Data provided:
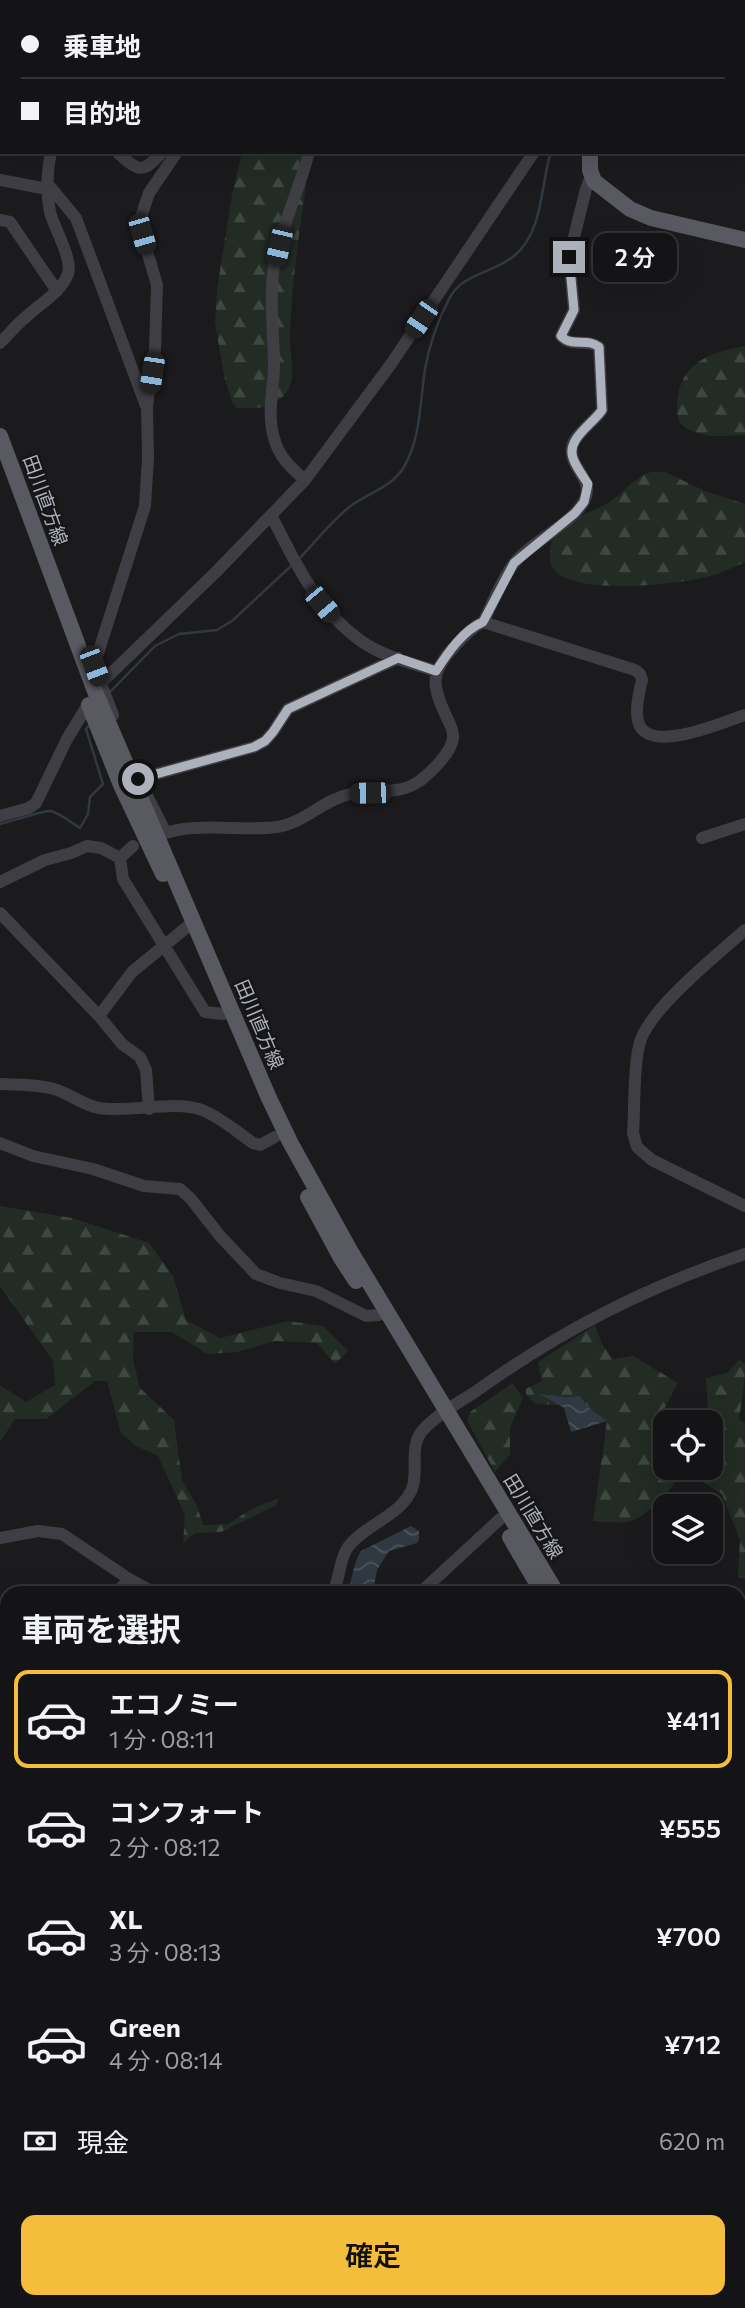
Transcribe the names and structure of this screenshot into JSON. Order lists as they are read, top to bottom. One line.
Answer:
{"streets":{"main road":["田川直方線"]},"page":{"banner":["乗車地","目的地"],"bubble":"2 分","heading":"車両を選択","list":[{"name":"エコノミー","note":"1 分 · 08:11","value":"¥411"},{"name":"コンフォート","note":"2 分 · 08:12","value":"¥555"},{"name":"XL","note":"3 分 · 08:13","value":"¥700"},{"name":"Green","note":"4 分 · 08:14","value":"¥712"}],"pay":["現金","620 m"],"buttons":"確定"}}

Exercise objective: Only the pictures are dropped when you print the material; everything else is copied exactly.

Your response:
Transcribe the names and structure of this screenshot into JSON. Order lists as they are read, top to bottom. One line.
Answer:
{"streets":{"main road":["田川直方線"]},"page":{"banner":["乗車地","目的地"],"bubble":"2 分","heading":"車両を選択","list":[{"name":"エコノミー","note":"1 分 · 08:11","value":"¥411"},{"name":"コンフォート","note":"2 分 · 08:12","value":"¥555"},{"name":"XL","note":"3 分 · 08:13","value":"¥700"},{"name":"Green","note":"4 分 · 08:14","value":"¥712"}],"pay":["現金","620 m"],"buttons":"確定"}}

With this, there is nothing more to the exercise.